The Fehlbaum’s first hire was London’s Nicholas Grimshaw, tasked with a comprehensive site redesign and Vitra’s first new factory buildings in decades. But thanks to a fortuitous birthday present to his father Willi, the Claes Oldenburg–Coosje van Bruggen sculpture Balancing Tools, which they commissioned in 1984, Rolf met the burgeoning visionary Frank Gehry (Oldenburg introduced him to the Canadian-American in his studio) and invited Gehry to build the Vitra Design Museum, a gateway to the Vitra Campus, and a factory building of his own. That was it for the Grimshaw plan.
Having set the precedent of diversifying its commissions, Rolf pursued the strategy with gusto, and in the process became the Cosimo de’ Medici of his time. In 1993 minimalist master Tadao Ando was hired to build an elegant, low-slung conference center amid a grove of cherry trees, his first work outside Japan. The same year Zaha Hadid was tapped to build the astonishing, angular, fully functional Fire Station, made of poured concrete on-site; it was the Lebanese-born architect’s first-ever building. A year later he turned to recent Pritzker Prize recipient Álvaro Siza for a massive brick factory building to meet Vitra’s growing production needs. And in 2010, Fehlbaum undertook the company’s most ambitious project to date, hiring Swiss architecture giants Herzog & de Meuron to build the flagship retail complex VitraHaus, an assemblage of 12 comically elongated gabled houses stacked on top of each other, crammed together, and hollowed out to create a single light-filled, exploration-inducing interior.
Inside, visitors can check out and buy every one of the products in the company’s home furniture line, from office-nook desks and chairs to living room sofas and lounge chairs, bookshelves and lighting fixtures, and the likes of pillows and throw blankets.

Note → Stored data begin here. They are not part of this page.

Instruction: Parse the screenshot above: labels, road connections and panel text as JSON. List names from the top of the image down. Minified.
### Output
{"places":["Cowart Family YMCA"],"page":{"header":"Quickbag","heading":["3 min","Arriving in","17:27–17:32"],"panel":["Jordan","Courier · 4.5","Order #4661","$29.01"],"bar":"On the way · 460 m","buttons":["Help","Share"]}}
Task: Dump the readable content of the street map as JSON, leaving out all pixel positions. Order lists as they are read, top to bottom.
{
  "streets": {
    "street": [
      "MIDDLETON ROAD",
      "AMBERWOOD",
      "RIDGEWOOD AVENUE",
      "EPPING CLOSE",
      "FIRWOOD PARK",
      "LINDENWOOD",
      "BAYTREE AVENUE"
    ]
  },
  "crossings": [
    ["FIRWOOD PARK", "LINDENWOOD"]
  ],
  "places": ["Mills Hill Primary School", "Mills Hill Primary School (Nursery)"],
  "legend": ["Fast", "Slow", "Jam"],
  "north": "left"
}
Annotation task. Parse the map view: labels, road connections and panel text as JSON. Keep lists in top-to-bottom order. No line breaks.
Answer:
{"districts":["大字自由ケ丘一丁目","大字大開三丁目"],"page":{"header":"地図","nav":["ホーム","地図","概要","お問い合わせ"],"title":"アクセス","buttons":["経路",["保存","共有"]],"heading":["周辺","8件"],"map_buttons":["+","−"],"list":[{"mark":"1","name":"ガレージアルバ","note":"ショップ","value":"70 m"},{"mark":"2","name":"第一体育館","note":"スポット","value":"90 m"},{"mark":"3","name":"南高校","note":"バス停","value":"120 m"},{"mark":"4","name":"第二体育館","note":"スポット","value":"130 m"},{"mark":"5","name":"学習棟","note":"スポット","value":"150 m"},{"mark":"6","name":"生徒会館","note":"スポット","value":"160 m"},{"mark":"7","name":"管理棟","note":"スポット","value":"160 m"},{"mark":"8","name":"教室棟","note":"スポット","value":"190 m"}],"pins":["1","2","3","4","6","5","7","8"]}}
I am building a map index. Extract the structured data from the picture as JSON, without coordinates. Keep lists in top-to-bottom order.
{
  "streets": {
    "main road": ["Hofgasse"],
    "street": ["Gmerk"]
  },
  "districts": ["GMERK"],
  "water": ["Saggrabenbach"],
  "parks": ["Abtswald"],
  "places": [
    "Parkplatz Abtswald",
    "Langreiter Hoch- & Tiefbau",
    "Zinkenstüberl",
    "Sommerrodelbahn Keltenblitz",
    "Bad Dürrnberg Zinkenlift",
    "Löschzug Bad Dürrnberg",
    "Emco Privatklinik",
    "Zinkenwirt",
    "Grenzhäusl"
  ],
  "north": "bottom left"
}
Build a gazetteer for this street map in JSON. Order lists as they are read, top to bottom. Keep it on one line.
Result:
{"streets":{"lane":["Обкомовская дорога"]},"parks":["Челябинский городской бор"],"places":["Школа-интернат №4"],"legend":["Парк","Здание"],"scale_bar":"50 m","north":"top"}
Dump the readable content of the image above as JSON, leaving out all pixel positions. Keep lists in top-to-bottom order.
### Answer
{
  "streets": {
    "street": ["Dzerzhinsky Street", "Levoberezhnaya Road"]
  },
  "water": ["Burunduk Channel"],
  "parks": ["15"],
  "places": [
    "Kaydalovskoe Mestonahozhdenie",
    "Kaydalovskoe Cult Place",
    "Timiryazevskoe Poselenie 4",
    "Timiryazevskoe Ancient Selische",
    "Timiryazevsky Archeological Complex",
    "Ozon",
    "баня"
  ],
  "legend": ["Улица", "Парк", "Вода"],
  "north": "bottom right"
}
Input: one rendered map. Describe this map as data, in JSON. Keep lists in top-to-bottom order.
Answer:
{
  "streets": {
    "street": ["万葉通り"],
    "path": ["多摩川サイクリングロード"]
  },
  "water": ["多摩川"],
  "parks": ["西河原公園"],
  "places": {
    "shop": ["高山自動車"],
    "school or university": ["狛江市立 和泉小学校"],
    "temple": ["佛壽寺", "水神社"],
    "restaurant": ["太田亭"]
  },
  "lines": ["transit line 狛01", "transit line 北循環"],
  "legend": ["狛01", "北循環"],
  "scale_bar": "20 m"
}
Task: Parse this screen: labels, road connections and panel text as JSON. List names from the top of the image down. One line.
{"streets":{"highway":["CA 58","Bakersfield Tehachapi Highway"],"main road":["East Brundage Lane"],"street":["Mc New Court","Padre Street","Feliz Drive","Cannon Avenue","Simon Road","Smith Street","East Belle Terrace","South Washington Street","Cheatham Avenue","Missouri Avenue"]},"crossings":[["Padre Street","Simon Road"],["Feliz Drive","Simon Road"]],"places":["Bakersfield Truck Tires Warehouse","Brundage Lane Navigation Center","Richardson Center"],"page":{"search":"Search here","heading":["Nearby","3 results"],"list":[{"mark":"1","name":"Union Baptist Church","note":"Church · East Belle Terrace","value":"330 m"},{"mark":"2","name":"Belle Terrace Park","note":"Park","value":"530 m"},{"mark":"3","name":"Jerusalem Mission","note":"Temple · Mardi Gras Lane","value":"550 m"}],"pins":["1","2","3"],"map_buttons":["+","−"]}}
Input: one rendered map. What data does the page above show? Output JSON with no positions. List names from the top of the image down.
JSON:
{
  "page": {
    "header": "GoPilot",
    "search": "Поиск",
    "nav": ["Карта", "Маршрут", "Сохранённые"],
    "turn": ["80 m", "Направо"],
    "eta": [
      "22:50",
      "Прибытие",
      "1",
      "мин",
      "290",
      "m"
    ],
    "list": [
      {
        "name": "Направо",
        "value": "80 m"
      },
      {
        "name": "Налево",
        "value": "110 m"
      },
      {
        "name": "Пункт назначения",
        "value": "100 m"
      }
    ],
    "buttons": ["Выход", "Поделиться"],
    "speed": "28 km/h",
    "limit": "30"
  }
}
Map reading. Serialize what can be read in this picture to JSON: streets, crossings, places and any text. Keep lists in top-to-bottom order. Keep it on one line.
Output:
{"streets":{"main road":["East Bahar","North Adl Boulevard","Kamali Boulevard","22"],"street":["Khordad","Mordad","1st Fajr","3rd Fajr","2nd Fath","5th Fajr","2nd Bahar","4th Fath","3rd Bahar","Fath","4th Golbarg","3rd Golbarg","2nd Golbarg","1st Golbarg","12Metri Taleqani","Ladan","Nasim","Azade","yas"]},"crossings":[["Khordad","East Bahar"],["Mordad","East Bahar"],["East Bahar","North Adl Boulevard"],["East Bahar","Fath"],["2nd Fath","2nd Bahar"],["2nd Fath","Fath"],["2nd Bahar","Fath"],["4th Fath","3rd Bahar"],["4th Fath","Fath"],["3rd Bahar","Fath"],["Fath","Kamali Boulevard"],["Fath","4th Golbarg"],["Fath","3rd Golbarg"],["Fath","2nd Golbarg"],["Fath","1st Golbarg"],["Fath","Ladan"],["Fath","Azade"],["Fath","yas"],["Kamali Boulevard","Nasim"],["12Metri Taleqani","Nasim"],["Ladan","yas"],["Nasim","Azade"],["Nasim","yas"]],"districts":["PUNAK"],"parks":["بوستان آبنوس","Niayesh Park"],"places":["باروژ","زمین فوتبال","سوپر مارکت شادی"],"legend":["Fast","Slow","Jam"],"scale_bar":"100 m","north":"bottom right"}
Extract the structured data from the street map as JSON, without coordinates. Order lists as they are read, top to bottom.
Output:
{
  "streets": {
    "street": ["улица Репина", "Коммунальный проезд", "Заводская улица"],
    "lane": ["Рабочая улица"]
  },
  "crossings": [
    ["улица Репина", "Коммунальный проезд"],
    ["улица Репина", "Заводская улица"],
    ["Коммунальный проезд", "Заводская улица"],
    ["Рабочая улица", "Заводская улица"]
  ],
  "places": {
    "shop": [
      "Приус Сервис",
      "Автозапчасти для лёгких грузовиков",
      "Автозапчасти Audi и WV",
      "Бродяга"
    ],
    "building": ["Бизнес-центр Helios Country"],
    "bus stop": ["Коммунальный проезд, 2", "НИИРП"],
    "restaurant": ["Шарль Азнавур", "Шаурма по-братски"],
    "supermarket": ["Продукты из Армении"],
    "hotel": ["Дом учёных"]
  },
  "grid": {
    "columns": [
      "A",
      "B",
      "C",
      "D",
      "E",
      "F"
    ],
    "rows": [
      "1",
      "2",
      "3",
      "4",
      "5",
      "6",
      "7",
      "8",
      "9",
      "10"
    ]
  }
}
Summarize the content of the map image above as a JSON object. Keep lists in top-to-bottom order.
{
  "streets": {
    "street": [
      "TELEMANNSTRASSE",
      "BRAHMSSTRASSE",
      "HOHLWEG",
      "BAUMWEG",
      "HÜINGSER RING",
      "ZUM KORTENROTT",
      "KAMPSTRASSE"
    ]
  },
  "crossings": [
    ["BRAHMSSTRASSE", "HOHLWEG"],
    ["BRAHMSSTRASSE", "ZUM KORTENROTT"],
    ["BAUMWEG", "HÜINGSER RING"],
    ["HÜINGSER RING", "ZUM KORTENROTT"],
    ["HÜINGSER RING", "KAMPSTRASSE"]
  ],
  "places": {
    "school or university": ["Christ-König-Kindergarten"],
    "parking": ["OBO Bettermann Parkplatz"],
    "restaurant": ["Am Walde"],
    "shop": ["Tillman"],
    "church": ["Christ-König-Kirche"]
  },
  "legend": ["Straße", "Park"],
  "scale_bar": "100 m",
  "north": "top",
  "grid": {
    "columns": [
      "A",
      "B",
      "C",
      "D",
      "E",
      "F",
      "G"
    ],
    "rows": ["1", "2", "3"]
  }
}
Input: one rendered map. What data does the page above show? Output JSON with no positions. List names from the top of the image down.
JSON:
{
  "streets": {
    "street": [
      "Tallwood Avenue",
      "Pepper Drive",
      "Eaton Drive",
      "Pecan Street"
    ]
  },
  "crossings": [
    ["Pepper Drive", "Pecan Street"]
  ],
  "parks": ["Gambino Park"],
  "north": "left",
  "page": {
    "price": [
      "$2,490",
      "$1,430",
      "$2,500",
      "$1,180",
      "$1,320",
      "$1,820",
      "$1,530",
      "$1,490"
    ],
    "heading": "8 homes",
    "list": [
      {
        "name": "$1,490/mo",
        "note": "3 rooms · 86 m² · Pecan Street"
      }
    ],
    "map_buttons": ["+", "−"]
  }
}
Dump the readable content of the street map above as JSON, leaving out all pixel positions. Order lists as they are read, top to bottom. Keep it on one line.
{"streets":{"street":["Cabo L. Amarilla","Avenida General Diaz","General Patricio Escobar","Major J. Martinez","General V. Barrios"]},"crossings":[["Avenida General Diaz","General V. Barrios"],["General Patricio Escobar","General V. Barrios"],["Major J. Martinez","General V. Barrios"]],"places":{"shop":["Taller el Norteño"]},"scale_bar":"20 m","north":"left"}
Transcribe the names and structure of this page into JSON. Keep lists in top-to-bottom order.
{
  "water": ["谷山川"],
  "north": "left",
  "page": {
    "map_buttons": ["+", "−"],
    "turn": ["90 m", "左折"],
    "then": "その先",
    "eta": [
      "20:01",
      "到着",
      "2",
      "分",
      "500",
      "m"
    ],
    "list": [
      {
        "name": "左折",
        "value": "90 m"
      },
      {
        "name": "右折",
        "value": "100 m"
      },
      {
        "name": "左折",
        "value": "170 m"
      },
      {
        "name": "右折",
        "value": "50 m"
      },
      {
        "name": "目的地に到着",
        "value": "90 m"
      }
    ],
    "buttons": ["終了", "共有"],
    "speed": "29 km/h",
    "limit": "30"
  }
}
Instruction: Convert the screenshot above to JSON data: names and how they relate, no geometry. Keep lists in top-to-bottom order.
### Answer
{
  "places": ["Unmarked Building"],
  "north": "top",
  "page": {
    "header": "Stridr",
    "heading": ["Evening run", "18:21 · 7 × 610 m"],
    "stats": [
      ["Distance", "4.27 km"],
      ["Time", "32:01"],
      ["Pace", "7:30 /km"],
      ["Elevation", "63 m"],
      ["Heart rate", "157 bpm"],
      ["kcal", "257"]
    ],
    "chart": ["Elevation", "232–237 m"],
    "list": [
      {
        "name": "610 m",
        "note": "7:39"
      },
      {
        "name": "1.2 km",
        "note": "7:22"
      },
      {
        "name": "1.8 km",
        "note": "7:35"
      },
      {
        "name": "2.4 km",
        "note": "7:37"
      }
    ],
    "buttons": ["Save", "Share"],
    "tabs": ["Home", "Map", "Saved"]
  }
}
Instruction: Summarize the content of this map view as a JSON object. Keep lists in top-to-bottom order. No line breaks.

What lends the Campus its magic, though, aren’t the majestic edifices, most of which you’ll need to book an architectural tour to see, but the playful, genre-defying architectural sculptures and cultural relics that dot the campus, like Jean Prouvé’s adorable Petrol Station, a prefab gas station from 1953 whose geometric lines and red, green, and white color scheme are far more Mondrian than Mobiloil (the Campus installed three of them in 2003); Renzo Piano’s Diogene (2013), a mini, six-square-meter house inspired by a mythical figure said to live in a barrel; Jasper Morrison’s snazzy functional Bus Stops (2006), outfitted with wire chairs designed by the legendary Charles and Ray Eames; the aforementioned Balancing Tools; and the shiny-happy 1968 Airstream Kiosk, a refurbished 20-foot aluminum trailer found in Nevada that serves ice cream and other treats in the summer months. It’s hard to imagine a more enticing way for a company to say what it’s about and who its wares are for.